Rationale and Union added value
Nanotechnologies are a spectrum of evolving technologies with proven potential, having revolutionary impact for example in materials, ICT, transport mobility, life sciences, healthcare (including treatment), consumer goods and manufacturing once the research is translated into breakthrough, sustainable and competitive products and production processes. Nanotechnologies have a critical role to play in addressing the challenges identified by the Europe 2020 strategy. The successful deployment of these key enabling technologies will contribute to the competitiveness of Union industry by enabling novel and improved products or more efficient processes and provide responses to today's and future societal challenges. The global research funding for nanotechnologies has doubled from around EUR 6,5 billion in 2004 to around EUR 12,5 billion in 2008, with the Union accounting for about a quarter of this total. The Union has recognised research leadership in nanosciences and nanotechnologies with a projection of some 4 000 companies in the Union by 2015. This research leadership must be maintained and amplified and further translated into practical use and commercialisation.

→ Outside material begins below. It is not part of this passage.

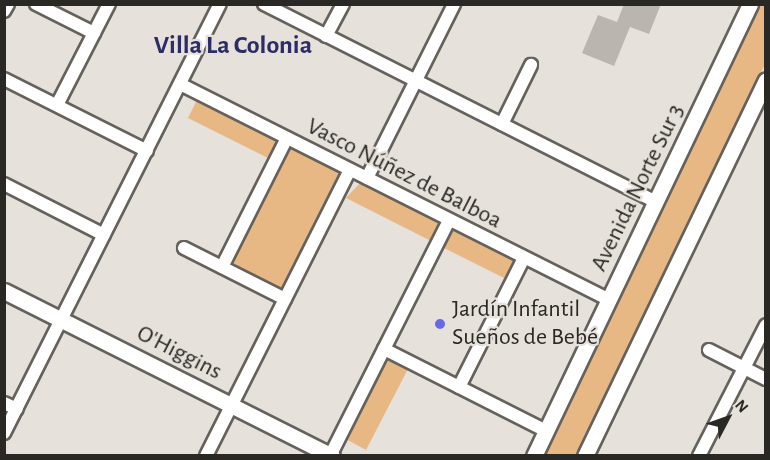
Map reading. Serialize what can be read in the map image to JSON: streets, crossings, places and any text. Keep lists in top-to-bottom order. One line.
{"streets":{"street":["Vasco Núñez de Balboa","Avenida Norte Sur 3","O'Higgins"]},"crossings":[["Vasco Núñez de Balboa","Avenida Norte Sur 3"]],"districts":["Villa La Colonia"],"places":["Jardín Infantil Sueños de Bebé"],"north":"top right"}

Europe now needs to secure and build on its position in the global market by promoting wide scale cooperation in and across many different value chains and between different industrial sectors to realise the process scale-up of these technologies into safe, sustainable and viable commercial products. The issues of risk assessment and management as well as responsible governance are emerging as determining factors of future impact of nanotechnologies on society, the environment and the economy. Thus, the focus of activities shall be on the widespread, responsible and sustainable application of nanotechnologies into the economy, to enable benefits with high societal and industrial impact. To ensure the potential opportunities, including setting-up new companies and generating new jobs, research should provide the necessary tools to allow for standardisation and regulation to be correctly implemented.
Broad lines of the activities
(a) Developing next generation nanomaterials, nanodevices and nanosystems
Aiming at fundamentally new products enabling sustainable solutions in a wide range of sectors.
(b) Ensuring the safe and sustainable development and application of nanotechnologies
Advancing scientific knowledge of the potential impact of nanotechnologies and nanosystems on health or on the environment, and providing tools for risk assessment and management along the entire life cycle, including standardisation issues.
(c) Developing the societal dimension of nanotechnology
Focusing on governance of nanotechnology for societal and environmental benefit.
(d) Efficient and sustainable synthesis and manufacturing of nanomaterials, components and systems
Focusing on new operations, smart integration of new and existing processes, including technology convergence, as well as up-scaling to achieve high precision large-scale production of products and flexible and multi-purpose plants that ensure the efficient transfer of knowledge into industrial innovation.
(e) Developing and standardisation of capacity-enhancing techniques, measuring methods and equipment
Focusing on the underpinning technologies supporting the development and market introduction of safe complex nanomaterials and nanosystems.